BUFFALO, N.Y. (AP) -- Since World War II, virtually all adults who've sought a high school equivalency diploma have taken the GED. Next year, students may have a choice of tests as states explore developing rival exams in response to plans to re-write and computerize the GED and double the price.
New York state, citing a litany of issues with GED Testing Service's planned revamp, already has solicited bids for an alternative test that would maintain the paper and pencil format and keep costs more in line with the $60 it now pays in offering it to residents for free. Two bids submitted by the mid-January deadline are under review.
"We think we have no alternative. We cannot turn our back on the issue of access," Regents Chancellor Merryl Tisch said.
New York law prohibits charging residents to take the GED, so allowing the company's "monopoly" to continue would "simply double the cost and by that fact, halve the number of people in New York state who have access to this high school equivalency standard," she said.
New York is not alone in its reservations and is part of a 37-state coalition formed to consider potential alternatives, said Kevin Smith, the State Education Department deputy commissioner for adult career and continuing education.
Aside from the issue of cost, New York's 269 test centers don't have the terminals or technical infrastructure to give 50,000 tests via computer per year, state officials said.
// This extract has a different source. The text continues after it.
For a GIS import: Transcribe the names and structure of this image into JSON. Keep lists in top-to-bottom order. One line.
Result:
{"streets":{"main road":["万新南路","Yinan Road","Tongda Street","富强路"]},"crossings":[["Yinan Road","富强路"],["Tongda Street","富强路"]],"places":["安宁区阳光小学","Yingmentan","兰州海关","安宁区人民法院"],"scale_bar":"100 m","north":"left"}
Yet another issue for New York is GED's rapid alignment with the more rigorous Common Core standards adopted by most states.
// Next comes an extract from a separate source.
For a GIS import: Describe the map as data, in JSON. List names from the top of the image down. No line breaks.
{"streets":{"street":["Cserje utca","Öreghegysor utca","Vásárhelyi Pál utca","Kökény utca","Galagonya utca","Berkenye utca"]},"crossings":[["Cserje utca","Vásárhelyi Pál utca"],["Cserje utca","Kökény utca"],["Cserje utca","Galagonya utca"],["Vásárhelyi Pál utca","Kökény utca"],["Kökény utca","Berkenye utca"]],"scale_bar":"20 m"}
Officials fear it will further diminish the chances of passing for adults who've learned under the previous standards. At 59.5 percent in 2011, New York's GED pass rate was the third-lowest in the country, behind only the District of Columbia and Mississippi. Nationwide, the pass rate was 72.2 percent.
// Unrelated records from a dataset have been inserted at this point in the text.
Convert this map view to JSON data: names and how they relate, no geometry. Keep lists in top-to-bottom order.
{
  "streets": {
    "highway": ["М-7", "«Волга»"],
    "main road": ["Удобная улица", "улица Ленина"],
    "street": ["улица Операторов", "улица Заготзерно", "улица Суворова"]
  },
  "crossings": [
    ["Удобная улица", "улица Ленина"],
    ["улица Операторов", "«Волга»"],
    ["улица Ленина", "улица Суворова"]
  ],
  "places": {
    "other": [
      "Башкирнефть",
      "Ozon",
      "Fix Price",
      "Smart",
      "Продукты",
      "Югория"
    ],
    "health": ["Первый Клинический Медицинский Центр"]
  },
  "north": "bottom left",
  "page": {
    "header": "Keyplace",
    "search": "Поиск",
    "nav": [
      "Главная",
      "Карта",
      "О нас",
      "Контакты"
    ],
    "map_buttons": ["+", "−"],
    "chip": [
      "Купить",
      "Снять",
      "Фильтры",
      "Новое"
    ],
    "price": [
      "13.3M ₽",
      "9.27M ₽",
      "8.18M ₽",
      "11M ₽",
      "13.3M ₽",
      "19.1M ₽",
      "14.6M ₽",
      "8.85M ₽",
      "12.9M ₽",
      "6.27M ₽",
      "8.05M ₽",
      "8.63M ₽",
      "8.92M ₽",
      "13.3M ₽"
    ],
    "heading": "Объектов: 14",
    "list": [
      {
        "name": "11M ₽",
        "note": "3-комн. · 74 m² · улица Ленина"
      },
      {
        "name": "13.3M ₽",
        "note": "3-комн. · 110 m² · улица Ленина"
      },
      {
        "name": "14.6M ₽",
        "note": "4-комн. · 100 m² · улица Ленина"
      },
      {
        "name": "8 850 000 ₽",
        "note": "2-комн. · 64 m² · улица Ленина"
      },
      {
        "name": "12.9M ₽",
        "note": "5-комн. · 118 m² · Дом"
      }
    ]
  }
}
"We tried to take control of this back by issuing the (request for proposals)," Smith said.
GED Testing Services, the Washington-based company that administers the trademarked GED, has been working with states on the transition, spokesman CT Turner said, and has seen grades rise and students finishing more quickly at computerized trial sites.
The overhaul was necessary, he said, to keep pace with the changing requirements of college and careers.
"We believe in 2014 we are meeting the demands that are put on adults when they go into the workforce," Turner said.
The new system also will provide students with more detailed results, with failing students told not only which of four subject areas need work but what specific areas within them, for example, the algebra section of math.
"We hope that's one of the things that will drive up the pass rate," Turner said.
New York's RFP asked vendors to show how they would phase in computer testing and the Common Core standards over time, giving those who prepare students time to get training in the new standards and the state room to expand its computer infrastructure.
"We're trying to make the transition to the test a little more seamless, a little softer, not put so much stress on our programs, on our infrastructure and most especially our students," Smith said.
Turner said New York is no different than other states in transitioning to the 2014 infrastructure requirements, noting there needs only to be an Internet connection before and after the test, not during the exam.
"A lot of states are thinking creatively about testing centers," he said. "A lot of states are looking at having additional testing centers, using one-stops, community colleges and other places where the technology already exists."
Even if New York develops its own test, GED would plan on offering its test in the state, Turner said.